▶ **WHAT NEEDS TO BE DONE**
Take the entries below and print, exactly, the stretch from the line containing "ctx.lineJoin = 'round';" through the line containing "M1515 141a13 13 0 1 1 26 0a13 13 0 1 1-26 0Z", both included.
==== THE DATA
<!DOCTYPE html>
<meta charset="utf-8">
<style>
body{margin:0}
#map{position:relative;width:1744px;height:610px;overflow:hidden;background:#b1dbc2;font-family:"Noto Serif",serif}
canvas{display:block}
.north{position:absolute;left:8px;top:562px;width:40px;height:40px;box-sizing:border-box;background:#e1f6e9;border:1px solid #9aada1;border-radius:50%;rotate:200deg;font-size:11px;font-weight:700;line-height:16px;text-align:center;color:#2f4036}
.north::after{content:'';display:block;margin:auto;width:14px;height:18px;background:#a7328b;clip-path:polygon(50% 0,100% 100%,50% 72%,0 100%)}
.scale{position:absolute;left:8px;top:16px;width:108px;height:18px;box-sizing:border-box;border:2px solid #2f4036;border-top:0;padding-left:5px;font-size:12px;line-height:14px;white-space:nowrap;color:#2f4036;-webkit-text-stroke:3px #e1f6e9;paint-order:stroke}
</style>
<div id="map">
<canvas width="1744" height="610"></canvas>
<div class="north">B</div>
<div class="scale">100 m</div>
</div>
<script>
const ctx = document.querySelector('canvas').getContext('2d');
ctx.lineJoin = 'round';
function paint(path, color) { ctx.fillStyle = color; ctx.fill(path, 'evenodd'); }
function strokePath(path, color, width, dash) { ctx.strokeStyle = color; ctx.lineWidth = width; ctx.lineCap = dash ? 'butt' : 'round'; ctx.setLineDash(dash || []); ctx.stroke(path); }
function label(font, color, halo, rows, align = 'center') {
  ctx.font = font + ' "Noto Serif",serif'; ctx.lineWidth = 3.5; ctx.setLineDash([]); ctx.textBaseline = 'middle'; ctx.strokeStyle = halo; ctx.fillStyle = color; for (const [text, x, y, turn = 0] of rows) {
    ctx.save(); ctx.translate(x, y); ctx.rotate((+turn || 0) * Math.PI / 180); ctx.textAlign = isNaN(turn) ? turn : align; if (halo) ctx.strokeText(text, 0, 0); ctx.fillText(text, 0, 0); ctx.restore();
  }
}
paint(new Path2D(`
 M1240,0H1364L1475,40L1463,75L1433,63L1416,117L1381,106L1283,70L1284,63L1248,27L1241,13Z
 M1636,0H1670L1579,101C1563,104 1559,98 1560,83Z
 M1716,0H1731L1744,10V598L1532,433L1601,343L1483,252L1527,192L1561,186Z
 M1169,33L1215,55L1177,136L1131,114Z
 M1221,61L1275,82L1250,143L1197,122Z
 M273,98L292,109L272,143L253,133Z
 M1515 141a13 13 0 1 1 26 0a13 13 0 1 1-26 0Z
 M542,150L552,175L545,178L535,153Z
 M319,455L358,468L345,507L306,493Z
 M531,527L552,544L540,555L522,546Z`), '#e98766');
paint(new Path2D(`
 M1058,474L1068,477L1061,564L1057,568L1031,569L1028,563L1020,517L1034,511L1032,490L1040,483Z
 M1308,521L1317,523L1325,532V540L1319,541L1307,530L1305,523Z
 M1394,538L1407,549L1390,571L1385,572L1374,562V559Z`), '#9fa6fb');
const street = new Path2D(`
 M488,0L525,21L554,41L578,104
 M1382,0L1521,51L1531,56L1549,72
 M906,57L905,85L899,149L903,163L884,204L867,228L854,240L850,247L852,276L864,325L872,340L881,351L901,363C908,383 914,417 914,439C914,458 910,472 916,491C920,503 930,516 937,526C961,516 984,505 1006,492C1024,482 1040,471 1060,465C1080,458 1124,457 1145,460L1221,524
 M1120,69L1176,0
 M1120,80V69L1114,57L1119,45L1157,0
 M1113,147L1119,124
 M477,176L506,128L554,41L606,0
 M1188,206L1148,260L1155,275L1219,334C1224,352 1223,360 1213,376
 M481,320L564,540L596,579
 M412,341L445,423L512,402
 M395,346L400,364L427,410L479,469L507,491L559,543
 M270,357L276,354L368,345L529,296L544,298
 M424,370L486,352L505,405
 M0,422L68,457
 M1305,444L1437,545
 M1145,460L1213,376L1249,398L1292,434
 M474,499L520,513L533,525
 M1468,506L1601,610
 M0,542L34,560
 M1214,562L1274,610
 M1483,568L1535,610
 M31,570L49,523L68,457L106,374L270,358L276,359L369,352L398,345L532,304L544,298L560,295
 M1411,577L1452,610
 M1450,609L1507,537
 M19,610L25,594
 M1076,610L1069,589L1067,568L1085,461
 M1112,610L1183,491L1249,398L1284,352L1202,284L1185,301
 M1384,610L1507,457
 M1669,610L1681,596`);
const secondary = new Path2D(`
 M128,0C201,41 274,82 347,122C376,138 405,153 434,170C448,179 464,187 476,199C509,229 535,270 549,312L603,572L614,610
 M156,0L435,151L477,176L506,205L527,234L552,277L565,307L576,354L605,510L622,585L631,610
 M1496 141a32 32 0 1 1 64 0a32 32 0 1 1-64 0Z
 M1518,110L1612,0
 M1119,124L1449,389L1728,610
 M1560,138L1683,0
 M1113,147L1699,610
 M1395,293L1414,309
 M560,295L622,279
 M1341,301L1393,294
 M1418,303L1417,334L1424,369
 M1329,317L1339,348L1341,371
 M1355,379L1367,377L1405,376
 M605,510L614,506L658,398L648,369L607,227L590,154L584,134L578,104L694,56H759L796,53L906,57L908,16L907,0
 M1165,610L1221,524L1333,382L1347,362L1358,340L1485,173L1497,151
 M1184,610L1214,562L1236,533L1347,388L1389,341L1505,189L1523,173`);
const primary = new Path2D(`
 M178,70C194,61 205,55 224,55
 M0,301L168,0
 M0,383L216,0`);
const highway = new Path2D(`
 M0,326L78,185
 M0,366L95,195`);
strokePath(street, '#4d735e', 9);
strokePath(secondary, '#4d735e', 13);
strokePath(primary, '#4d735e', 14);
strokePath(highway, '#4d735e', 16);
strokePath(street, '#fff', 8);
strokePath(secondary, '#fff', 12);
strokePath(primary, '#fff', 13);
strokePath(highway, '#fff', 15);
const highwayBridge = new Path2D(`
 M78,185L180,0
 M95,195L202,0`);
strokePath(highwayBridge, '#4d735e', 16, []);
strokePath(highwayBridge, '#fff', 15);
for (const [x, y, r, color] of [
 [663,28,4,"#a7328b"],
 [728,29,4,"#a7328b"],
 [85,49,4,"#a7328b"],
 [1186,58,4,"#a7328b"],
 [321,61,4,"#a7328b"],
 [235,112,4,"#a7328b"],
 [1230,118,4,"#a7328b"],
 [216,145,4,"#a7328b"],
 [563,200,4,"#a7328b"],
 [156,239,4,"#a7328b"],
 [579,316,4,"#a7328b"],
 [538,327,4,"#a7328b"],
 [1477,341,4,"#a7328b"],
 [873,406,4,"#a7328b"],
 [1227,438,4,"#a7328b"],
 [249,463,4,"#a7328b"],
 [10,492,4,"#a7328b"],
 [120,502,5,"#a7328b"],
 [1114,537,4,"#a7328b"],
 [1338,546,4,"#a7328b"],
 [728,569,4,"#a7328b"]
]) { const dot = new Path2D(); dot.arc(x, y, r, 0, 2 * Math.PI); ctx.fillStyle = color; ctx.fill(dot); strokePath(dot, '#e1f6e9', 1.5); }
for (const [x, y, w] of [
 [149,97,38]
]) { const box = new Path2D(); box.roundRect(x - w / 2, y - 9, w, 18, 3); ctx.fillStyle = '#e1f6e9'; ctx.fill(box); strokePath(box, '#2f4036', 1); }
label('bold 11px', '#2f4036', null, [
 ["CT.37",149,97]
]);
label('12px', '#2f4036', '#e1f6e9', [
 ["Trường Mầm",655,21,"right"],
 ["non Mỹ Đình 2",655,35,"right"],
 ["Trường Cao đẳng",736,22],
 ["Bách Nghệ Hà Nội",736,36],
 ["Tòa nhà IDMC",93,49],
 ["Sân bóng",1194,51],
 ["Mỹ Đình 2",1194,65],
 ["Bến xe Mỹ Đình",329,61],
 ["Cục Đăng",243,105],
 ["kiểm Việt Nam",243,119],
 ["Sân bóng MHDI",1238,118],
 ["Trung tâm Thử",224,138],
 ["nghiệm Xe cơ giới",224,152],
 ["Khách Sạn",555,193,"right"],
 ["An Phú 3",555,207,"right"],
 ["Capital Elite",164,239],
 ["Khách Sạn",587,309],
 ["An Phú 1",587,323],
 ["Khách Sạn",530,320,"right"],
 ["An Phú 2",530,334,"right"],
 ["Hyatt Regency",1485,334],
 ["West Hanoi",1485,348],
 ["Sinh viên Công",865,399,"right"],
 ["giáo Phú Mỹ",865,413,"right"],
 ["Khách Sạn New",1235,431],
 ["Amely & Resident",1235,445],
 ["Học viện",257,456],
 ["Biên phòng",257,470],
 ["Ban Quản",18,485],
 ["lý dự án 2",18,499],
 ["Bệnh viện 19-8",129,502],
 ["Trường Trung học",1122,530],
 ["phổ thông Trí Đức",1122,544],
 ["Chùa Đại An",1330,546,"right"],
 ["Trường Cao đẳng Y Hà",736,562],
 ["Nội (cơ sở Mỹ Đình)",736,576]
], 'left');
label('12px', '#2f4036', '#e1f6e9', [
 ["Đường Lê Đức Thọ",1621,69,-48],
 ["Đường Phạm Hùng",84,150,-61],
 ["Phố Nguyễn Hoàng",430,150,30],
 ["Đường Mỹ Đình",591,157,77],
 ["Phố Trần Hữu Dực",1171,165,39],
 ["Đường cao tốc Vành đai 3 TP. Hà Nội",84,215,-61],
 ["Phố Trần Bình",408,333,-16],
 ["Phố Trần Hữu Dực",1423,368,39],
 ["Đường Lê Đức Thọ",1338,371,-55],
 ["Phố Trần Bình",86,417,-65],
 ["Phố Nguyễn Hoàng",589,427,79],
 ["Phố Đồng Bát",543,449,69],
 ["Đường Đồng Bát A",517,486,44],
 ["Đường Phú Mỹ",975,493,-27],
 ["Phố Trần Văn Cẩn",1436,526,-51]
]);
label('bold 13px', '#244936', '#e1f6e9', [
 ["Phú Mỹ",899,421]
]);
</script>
========
==== THE DATA
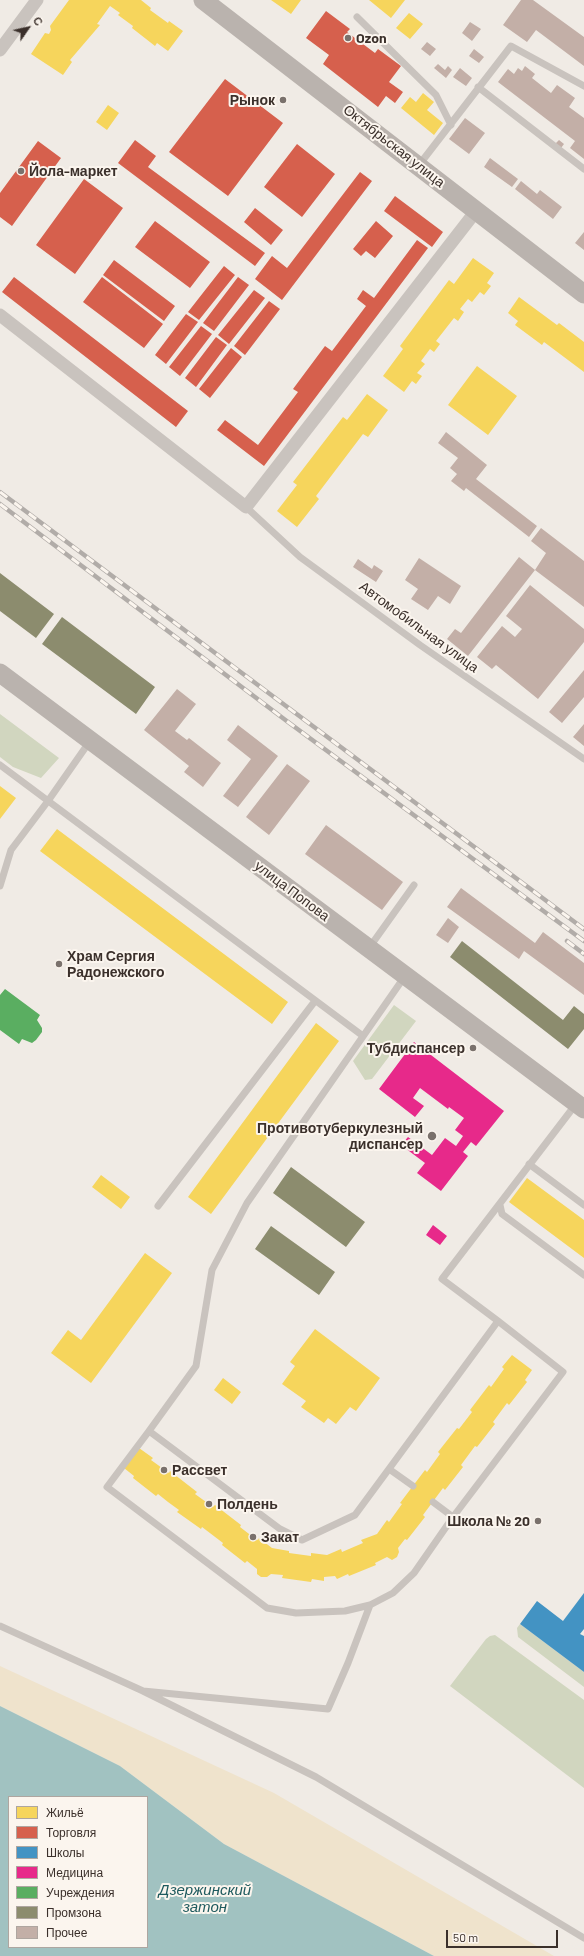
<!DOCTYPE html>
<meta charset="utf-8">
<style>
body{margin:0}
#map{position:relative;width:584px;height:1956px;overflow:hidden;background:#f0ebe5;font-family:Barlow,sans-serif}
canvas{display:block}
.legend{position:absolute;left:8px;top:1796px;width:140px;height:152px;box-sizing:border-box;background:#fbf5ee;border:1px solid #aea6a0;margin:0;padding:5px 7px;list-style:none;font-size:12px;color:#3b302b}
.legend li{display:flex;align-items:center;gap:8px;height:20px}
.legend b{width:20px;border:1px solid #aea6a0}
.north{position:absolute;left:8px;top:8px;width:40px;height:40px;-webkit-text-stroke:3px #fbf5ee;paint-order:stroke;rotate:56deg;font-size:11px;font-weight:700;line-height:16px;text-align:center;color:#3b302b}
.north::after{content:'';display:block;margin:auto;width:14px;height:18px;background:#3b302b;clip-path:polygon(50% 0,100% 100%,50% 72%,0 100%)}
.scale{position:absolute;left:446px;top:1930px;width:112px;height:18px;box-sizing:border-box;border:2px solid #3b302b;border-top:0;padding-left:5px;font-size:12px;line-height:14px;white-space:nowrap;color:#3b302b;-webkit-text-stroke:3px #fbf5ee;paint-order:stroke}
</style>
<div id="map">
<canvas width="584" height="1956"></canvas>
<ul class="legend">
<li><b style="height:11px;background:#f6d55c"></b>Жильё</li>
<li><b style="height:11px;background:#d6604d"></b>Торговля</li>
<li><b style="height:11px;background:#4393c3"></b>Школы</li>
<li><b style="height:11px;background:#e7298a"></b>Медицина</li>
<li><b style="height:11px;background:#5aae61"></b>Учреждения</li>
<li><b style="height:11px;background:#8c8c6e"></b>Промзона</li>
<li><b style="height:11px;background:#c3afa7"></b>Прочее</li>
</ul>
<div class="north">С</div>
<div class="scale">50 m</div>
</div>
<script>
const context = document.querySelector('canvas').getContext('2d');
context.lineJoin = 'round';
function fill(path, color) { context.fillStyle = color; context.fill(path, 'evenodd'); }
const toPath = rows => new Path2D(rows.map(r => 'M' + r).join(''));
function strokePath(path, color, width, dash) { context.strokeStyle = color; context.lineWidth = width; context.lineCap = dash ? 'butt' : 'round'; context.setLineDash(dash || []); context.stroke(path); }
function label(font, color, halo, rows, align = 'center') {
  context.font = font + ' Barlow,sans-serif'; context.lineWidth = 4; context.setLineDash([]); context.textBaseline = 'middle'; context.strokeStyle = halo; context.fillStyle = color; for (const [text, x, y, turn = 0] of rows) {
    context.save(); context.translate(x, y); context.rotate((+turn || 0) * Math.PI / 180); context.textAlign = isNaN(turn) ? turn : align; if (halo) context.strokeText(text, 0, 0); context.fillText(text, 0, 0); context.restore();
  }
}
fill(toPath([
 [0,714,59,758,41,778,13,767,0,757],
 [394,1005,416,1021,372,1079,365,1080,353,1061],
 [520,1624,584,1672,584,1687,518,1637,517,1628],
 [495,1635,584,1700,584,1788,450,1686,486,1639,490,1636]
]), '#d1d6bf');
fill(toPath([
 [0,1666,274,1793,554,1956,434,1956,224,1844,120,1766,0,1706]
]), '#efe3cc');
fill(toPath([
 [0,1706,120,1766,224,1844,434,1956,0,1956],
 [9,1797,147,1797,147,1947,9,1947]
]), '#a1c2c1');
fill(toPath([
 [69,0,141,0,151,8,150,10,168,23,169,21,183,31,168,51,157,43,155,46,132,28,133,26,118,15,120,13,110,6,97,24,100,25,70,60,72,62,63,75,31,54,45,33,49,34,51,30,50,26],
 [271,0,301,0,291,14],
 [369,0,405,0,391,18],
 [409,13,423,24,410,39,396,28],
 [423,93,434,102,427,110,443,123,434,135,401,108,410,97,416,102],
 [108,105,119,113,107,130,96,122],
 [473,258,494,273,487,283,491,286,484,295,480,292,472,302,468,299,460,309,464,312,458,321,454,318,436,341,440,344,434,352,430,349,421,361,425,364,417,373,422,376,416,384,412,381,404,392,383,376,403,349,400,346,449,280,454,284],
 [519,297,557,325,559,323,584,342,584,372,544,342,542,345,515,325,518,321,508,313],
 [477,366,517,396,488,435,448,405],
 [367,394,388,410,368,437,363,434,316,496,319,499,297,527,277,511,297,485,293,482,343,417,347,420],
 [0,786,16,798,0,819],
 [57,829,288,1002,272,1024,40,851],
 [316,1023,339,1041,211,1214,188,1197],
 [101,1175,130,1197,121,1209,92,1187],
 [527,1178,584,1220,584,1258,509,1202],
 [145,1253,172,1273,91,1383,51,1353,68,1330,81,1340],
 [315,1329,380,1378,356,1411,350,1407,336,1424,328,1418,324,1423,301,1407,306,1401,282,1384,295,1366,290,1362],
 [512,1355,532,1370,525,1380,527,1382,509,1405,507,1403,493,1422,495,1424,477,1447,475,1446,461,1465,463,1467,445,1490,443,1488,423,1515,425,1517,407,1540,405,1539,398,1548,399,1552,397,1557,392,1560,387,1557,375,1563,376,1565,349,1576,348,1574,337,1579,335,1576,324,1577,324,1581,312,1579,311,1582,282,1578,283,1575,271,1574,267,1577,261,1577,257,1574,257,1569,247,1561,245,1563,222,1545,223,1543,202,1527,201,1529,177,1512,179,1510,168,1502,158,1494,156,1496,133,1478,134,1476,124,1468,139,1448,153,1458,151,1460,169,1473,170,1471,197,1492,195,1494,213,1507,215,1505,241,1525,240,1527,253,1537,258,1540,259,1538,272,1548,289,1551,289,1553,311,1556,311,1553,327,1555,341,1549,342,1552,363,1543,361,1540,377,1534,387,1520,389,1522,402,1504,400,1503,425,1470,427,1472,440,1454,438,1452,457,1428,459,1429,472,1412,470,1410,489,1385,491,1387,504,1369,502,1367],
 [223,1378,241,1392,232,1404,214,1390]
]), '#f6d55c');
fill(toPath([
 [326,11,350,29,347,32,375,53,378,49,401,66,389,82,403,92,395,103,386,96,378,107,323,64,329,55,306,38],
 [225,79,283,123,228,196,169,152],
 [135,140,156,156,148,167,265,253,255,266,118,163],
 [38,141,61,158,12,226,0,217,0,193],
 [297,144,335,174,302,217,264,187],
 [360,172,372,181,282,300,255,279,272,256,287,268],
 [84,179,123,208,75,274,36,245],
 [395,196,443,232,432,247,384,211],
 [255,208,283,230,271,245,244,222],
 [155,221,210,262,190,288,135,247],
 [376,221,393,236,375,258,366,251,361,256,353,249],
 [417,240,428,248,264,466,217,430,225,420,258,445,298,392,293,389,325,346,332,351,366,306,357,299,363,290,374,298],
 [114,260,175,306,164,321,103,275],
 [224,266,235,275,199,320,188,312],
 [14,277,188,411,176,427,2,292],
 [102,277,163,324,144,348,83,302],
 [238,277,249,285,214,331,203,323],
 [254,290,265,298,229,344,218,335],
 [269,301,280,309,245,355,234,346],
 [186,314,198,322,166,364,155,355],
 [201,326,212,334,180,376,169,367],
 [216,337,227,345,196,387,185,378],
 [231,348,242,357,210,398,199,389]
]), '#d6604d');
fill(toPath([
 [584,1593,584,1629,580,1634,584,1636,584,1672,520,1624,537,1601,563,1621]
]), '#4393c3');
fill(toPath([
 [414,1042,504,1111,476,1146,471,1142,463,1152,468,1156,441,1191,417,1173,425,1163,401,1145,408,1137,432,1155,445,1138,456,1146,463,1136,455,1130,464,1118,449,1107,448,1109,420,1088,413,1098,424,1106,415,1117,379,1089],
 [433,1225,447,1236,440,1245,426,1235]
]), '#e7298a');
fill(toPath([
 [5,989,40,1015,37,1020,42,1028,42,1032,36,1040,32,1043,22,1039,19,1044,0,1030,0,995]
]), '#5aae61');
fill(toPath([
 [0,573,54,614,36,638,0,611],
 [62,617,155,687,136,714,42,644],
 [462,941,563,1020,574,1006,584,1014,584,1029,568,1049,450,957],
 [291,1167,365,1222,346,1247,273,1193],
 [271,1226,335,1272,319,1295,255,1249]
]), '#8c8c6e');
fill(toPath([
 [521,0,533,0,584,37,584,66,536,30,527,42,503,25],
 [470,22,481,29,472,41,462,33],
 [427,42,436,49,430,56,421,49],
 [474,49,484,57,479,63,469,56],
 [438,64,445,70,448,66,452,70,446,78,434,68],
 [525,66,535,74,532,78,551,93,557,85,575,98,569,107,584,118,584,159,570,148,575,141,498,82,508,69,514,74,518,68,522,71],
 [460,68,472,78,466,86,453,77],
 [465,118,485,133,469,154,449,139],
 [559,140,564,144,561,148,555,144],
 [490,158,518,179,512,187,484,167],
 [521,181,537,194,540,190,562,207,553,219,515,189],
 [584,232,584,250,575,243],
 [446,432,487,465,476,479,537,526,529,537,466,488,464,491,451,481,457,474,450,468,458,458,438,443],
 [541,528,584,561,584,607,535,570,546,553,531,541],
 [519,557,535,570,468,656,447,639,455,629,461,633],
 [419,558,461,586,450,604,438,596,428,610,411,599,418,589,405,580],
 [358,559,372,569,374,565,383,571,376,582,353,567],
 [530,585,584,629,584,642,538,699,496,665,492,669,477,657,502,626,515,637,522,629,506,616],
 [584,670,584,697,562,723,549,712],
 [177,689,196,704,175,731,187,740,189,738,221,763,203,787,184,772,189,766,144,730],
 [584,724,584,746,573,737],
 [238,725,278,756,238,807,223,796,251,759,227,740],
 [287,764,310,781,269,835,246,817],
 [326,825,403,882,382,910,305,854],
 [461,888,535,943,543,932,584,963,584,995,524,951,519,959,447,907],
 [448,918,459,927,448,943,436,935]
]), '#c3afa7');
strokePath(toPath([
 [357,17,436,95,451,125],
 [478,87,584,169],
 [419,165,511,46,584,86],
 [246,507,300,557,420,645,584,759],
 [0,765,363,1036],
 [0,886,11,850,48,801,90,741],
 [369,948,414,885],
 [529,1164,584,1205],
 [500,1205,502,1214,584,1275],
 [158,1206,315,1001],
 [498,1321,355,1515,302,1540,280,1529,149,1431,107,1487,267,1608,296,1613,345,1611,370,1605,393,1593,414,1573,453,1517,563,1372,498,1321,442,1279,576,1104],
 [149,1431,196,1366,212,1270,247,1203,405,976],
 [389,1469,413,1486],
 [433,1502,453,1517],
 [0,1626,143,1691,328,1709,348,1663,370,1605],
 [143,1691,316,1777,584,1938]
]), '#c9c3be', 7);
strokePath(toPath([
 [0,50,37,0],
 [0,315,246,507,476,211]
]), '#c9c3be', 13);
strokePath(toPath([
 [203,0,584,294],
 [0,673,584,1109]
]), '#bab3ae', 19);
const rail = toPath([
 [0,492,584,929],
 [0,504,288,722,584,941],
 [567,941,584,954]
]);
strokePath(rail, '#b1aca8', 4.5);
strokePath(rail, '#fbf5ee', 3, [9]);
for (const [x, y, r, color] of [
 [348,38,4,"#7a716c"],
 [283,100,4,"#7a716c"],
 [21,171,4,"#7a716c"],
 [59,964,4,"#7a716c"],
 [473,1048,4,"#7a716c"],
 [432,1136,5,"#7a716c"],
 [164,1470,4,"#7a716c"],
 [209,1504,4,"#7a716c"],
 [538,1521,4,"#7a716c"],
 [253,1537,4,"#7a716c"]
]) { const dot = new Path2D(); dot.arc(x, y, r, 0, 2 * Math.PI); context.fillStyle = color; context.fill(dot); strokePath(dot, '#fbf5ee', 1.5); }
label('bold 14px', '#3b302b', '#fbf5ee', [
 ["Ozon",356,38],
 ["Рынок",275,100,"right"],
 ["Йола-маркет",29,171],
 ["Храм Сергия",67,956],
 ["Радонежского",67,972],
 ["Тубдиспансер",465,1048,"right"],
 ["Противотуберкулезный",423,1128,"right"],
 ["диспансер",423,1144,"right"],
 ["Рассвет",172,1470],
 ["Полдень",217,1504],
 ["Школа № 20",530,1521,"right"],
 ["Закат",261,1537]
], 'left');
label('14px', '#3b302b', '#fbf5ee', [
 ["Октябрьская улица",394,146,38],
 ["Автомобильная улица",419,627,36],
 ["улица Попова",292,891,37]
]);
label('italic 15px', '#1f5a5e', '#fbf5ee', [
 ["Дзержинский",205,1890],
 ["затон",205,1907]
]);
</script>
========
▶ **TASK SOLUTION**
ctx.lineJoin = 'round';
function paint(path, color) { ctx.fillStyle = color; ctx.fill(path, 'evenodd'); }
function strokePath(path, color, width, dash) { ctx.strokeStyle = color; ctx.lineWidth = width; ctx.lineCap = dash ? 'butt' : 'round'; ctx.setLineDash(dash || []); ctx.stroke(path); }
function label(font, color, halo, rows, align = 'center') {
  ctx.font = font + ' "Noto Serif",serif'; ctx.lineWidth = 3.5; ctx.setLineDash([]); ctx.textBaseline = 'middle'; ctx.strokeStyle = halo; ctx.fillStyle = color; for (const [text, x, y, turn = 0] of rows) {
    ctx.save(); ctx.translate(x, y); ctx.rotate((+turn || 0) * Math.PI / 180); ctx.textAlign = isNaN(turn) ? turn : align; if (halo) ctx.strokeText(text, 0, 0); ctx.fillText(text, 0, 0); ctx.restore();
  }
}
paint(new Path2D(`
 M1240,0H1364L1475,40L1463,75L1433,63L1416,117L1381,106L1283,70L1284,63L1248,27L1241,13Z
 M1636,0H1670L1579,101C1563,104 1559,98 1560,83Z
 M1716,0H1731L1744,10V598L1532,433L1601,343L1483,252L1527,192L1561,186Z
 M1169,33L1215,55L1177,136L1131,114Z
 M1221,61L1275,82L1250,143L1197,122Z
 M273,98L292,109L272,143L253,133Z
 M1515 141a13 13 0 1 1 26 0a13 13 0 1 1-26 0Z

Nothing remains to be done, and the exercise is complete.